# Clown loaches



## Clown_Loach_King (Aug 28, 2004)

Clown loaches have become one of my favorite fish lately. I have had a small group of 3 for about a year now, and I had to get more. So, I just ordered 40 and will be getting them on Tuesday!









I can't wait to get them all in. I will get some pics up as soon as they get settled in.


----------



## oscar119 (Nov 26, 2005)

JD_MAN said:


> So, I just ordered 40 and will be getting them on Tuesday!
> 
> 
> 
> ...


Holy Crap that's alot of clown loaches... How big are they? Are you keeping them all?


----------



## Clown_Loach_King (Aug 28, 2004)

oscar119 said:


> So, I just ordered 40 and will be getting them on Tuesday!
> 
> 
> 
> ...


Holy Crap that's alot of clown loaches... How big are they? Are you keeping them all?
[/quote]

I'm keeping 30 of them. I don't think they will all end up in the same tank. I am going to spread them out a little. They are all between 1-2".


----------



## furious piranha (Mar 22, 2005)

clown loaches are awesome, how many tanks u got for 30 of them they do get kinda big


----------



## Clown_Loach_King (Aug 28, 2004)

furious piranha said:


> clown loaches are awesome, how many tanks u got for 30 of them they do get kinda big


I have (3) - 55 gallon tanks and a 180 gallon tank. It takes a long time for the to grow, so by that time, I should have a couple more tanks and a large pond built.


----------



## oscared15 (Feb 3, 2006)

well personally I think that many is a lot, but if you like them that much go for it.


----------



## Timmy44221 (Oct 11, 2005)

I bought one when i had a HUGE snail problem. He double in size and i now dont see any snails. They are great fish. Very personable.


----------



## benJii (Feb 17, 2005)

My god, 40 1' fish, that would need a tank of atleast ginormus porportions.


----------



## Clown_Loach_King (Aug 28, 2004)

Tibs said:


> My god, 40 1' fish, that would need a tank of atleast ginormus porportions.

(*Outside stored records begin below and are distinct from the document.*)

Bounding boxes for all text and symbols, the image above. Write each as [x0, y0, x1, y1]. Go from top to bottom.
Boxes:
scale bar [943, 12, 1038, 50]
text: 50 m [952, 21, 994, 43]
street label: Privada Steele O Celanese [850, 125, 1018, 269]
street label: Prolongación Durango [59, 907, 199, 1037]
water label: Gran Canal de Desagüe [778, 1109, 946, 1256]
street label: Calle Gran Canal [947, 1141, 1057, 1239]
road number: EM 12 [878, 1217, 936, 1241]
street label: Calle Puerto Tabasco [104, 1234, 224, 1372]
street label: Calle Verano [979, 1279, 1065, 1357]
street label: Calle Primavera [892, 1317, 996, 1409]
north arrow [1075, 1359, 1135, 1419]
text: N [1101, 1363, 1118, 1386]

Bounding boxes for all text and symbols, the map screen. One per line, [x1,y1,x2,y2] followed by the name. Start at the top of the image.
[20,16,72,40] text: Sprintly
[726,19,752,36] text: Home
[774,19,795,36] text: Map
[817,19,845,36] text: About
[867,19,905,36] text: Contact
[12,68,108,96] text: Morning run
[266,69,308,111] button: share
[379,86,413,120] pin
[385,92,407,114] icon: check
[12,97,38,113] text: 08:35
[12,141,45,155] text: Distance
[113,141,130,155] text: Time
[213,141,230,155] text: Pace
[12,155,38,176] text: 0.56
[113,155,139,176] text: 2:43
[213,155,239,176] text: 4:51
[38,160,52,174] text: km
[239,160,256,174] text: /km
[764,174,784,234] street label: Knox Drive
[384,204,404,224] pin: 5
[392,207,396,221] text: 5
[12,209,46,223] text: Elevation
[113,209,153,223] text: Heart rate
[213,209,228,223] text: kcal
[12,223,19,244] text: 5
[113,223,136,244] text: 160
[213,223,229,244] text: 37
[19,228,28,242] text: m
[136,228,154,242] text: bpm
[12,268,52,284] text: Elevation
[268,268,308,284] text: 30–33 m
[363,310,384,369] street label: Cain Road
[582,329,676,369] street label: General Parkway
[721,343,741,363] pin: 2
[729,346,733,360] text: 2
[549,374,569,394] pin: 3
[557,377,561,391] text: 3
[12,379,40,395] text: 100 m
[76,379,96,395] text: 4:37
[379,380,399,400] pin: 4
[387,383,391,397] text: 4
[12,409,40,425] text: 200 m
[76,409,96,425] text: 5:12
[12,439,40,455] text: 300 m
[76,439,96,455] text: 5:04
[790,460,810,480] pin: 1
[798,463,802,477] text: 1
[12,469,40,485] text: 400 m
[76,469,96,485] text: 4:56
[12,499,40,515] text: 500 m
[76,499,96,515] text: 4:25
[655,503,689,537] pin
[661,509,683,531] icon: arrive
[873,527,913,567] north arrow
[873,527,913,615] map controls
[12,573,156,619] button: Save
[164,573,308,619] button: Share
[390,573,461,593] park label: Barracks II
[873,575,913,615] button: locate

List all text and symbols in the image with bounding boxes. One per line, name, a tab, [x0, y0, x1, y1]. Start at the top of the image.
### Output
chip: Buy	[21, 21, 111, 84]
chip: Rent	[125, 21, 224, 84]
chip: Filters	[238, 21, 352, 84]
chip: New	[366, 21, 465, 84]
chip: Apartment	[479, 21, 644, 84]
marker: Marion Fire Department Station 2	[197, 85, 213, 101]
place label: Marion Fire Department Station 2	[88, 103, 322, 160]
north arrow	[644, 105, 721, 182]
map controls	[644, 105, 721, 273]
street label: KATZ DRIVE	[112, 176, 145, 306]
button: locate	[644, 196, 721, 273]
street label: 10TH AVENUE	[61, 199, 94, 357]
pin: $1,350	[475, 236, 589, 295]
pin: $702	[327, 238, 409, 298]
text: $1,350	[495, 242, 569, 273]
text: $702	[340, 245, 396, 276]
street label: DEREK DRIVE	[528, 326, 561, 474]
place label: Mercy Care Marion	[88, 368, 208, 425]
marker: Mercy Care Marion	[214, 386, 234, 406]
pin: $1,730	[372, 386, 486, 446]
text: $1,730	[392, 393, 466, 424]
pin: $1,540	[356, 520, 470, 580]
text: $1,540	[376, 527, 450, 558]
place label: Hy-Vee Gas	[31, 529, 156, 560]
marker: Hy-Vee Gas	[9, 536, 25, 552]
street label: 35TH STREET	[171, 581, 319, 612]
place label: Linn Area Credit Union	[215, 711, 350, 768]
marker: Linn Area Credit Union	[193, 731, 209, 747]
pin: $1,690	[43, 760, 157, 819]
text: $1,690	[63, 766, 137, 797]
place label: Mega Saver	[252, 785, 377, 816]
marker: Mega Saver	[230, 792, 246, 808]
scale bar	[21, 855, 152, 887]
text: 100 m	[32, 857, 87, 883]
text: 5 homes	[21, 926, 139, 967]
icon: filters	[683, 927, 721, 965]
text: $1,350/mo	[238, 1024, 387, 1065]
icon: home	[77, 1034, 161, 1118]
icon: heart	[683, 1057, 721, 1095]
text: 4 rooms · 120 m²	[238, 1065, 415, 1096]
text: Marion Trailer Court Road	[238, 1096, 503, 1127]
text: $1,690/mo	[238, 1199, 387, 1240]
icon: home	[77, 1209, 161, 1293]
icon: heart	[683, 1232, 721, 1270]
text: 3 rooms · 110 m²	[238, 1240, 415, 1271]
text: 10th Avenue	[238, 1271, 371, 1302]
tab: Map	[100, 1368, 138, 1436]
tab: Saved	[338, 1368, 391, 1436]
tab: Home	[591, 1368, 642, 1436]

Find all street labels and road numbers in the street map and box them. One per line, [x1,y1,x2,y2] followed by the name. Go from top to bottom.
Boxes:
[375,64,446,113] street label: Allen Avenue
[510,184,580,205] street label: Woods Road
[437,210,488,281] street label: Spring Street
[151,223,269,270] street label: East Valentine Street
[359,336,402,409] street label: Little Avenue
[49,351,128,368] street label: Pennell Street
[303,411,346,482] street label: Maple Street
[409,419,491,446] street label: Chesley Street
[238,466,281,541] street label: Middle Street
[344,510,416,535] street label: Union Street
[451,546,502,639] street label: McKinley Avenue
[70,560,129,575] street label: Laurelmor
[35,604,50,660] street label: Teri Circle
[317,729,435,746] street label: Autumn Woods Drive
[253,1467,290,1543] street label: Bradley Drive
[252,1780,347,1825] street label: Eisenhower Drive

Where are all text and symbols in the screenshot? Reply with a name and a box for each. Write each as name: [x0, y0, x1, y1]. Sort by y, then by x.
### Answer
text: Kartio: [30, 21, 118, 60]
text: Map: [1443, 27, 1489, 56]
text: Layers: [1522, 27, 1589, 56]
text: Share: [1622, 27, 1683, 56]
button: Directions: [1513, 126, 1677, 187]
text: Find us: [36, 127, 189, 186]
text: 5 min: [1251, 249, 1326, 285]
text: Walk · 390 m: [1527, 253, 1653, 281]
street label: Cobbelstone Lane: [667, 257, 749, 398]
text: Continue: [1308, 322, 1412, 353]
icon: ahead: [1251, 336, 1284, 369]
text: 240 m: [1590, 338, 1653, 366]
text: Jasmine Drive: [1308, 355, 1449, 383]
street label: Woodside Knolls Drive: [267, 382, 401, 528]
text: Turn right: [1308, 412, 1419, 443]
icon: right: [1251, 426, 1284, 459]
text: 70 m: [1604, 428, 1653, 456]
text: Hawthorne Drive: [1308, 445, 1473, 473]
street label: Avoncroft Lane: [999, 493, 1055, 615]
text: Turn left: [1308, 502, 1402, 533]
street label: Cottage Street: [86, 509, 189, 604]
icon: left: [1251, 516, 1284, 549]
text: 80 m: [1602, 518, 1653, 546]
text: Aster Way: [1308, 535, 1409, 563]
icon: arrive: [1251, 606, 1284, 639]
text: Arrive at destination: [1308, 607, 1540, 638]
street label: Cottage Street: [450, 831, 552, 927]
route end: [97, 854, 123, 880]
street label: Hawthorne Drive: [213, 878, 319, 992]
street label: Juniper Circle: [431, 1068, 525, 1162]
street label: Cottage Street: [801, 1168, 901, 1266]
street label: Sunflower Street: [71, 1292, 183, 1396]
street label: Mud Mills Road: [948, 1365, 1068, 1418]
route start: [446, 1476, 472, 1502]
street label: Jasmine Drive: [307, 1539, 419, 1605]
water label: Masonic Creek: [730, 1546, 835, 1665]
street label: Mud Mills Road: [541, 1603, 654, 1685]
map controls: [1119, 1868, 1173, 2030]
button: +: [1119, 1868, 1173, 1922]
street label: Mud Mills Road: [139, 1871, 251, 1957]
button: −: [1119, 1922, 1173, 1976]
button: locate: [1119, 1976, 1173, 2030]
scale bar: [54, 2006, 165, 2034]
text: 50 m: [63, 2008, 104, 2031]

Yeah, I will eventually sell some of them once they get to about 6-8". But, when I saw the price tag for 99 cents, I couldn't pass it up. I would like to try and start breeding them as well in a couple of years.


----------



## The Predator (Sep 28, 2005)

interesting a breeding project!


----------



## benJii (Feb 17, 2005)

JD_MAN said:


> My god, 40 1' fish, that would need a tank of atleast ginormus porportions.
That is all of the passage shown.